The successful implementation of fused filament fabrication (FFF) 3D printing using recycled plastics requires a deep understanding of the thermal behavior of the plastics throughout the printing process. This study investigated the influence of wall thickness of the printed sample, nozzle temperature, and cooling fan speed during 3D printing on the cooling rate, crystallinity, and tensile properties of recycled polyethylene terephthalate (rPET). The experimental process commenced with the collection of discarded rPET bottles, followed by thorough cleaning and washing to remove any adhesives and contaminants. Afterward, the bottles were cut and ground into flakes and then converted into filaments using a single-screw filament extrusion process. In-situ thermal analysis was conducted by integrating an infrared (IR) thermal camera into the 3D printing setup to monitor real-time temperature changes during the printing process. Results revealed that cooling rates increased markedly with reduced wall thickness, rising from 17.53 °C/min for the 3.6 mm wall thickness to 62.92 °C/min for the 1.2 mm wall thickness. Nozzle temperature exhibited a non-linear influence, with the highest cooling rate of 65.47 °C/min recorded at 240 °C, while enhanced cooling fan speed (100%) further accelerated cooling to 45.00 °C/min. Differential scanning calorimetry (DSC) and Raman spectroscopy confirmed that a slower cooling rate generally promoted crystallinity, which was observed in thick-walled and low-cooling speed prints.
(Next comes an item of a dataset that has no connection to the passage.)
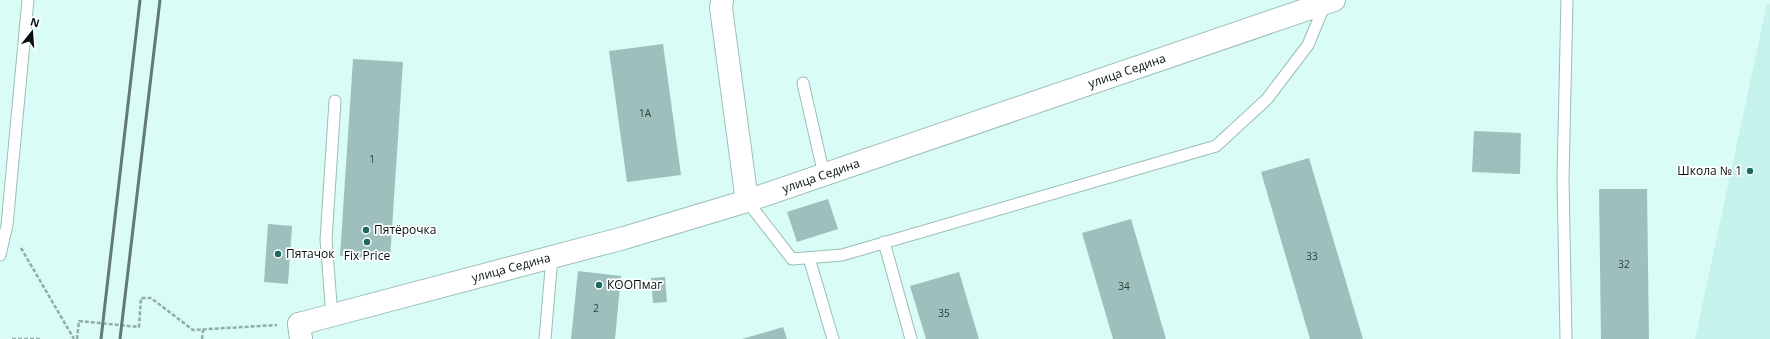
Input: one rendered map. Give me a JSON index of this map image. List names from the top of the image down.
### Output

Tensile testing demonstrated a strong correlation between crystallinity and tensile performance, with ultimate tensile strength (UTS) reaching 55 MPa at 240 °C and 54.8 MPa at 25% cooling fan speed, outperforming previously reported rPET values. The use of rPET in FFF and the findings of this study contribute to the further exploration of rPET's potential in sustainable additive manufacturing practices.